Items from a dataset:
· · · · ·
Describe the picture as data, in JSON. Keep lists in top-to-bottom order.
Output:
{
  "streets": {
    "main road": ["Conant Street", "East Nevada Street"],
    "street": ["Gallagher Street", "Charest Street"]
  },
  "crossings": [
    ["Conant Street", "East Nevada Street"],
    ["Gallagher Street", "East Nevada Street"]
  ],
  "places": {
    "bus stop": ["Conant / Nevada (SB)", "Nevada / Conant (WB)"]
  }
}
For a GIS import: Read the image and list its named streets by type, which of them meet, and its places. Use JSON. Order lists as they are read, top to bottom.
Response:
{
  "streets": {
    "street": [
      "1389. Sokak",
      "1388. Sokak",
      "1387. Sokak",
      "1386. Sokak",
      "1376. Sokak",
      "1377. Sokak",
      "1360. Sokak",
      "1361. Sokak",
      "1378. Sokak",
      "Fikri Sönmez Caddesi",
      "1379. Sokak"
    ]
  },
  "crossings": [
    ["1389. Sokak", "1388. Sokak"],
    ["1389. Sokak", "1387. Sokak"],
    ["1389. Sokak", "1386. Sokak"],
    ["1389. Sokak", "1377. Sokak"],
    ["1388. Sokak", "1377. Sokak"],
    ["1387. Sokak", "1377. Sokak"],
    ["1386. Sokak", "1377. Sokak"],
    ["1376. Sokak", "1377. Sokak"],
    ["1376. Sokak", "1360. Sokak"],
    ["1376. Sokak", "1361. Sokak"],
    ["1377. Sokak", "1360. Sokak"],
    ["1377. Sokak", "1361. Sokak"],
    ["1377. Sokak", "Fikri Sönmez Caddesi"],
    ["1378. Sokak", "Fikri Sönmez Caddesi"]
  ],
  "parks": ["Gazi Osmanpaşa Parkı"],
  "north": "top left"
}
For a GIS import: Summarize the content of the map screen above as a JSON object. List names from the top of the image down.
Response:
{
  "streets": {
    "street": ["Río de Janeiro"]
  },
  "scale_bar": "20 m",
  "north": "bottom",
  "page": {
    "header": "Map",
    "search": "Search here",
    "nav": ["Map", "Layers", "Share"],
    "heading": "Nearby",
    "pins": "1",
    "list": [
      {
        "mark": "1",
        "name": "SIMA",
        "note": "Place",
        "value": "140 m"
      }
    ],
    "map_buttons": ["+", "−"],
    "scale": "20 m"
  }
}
· · · · ·
*Work to be completed*
Every line of the data above belongs in the answer, unchanged.

*Response box*
Describe the picture as data, in JSON. Keep lists in top-to-bottom order.
Output:
{
  "streets": {
    "main road": ["Conant Street", "East Nevada Street"],
    "street": ["Gallagher Street", "Charest Street"]
  },
  "crossings": [
    ["Conant Street", "East Nevada Street"],
    ["Gallagher Street", "East Nevada Street"]
  ],
  "places": {
    "bus stop": ["Conant / Nevada (SB)", "Nevada / Conant (WB)"]
  }
}
For a GIS import: Read the image and list its named streets by type, which of them meet, and its places. Use JSON. Order lists as they are read, top to bottom.
Response:
{
  "streets": {
    "street": [
      "1389. Sokak",
      "1388. Sokak",
      "1387. Sokak",
      "1386. Sokak",
      "1376. Sokak",
      "1377. Sokak",
      "1360. Sokak",
      "1361. Sokak",
      "1378. Sokak",
      "Fikri Sönmez Caddesi",
      "1379. Sokak"
    ]
  },
  "crossings": [
    ["1389. Sokak", "1388. Sokak"],
    ["1389. Sokak", "1387. Sokak"],
    ["1389. Sokak", "1386. Sokak"],
    ["1389. Sokak", "1377. Sokak"],
    ["1388. Sokak", "1377. Sokak"],
    ["1387. Sokak", "1377. Sokak"],
    ["1386. Sokak", "1377. Sokak"],
    ["1376. Sokak", "1377. Sokak"],
    ["1376. Sokak", "1360. Sokak"],
    ["1376. Sokak", "1361. Sokak"],
    ["1377. Sokak", "1360. Sokak"],
    ["1377. Sokak", "1361. Sokak"],
    ["1377. Sokak", "Fikri Sönmez Caddesi"],
    ["1378. Sokak", "Fikri Sönmez Caddesi"]
  ],
  "parks": ["Gazi Osmanpaşa Parkı"],
  "north": "top left"
}
For a GIS import: Summarize the content of the map screen above as a JSON object. List names from the top of the image down.
Response:
{
  "streets": {
    "street": ["Río de Janeiro"]
  },
  "scale_bar": "20 m",
  "north": "bottom",
  "page": {
    "header": "Map",
    "search": "Search here",
    "nav": ["Map", "Layers", "Share"],
    "heading": "Nearby",
    "pins": "1",
    "list": [
      {
        "mark": "1",
        "name": "SIMA",
        "note": "Place",
        "value": "140 m"
      }
    ],
    "map_buttons": ["+", "−"],
    "scale": "20 m"
  }
}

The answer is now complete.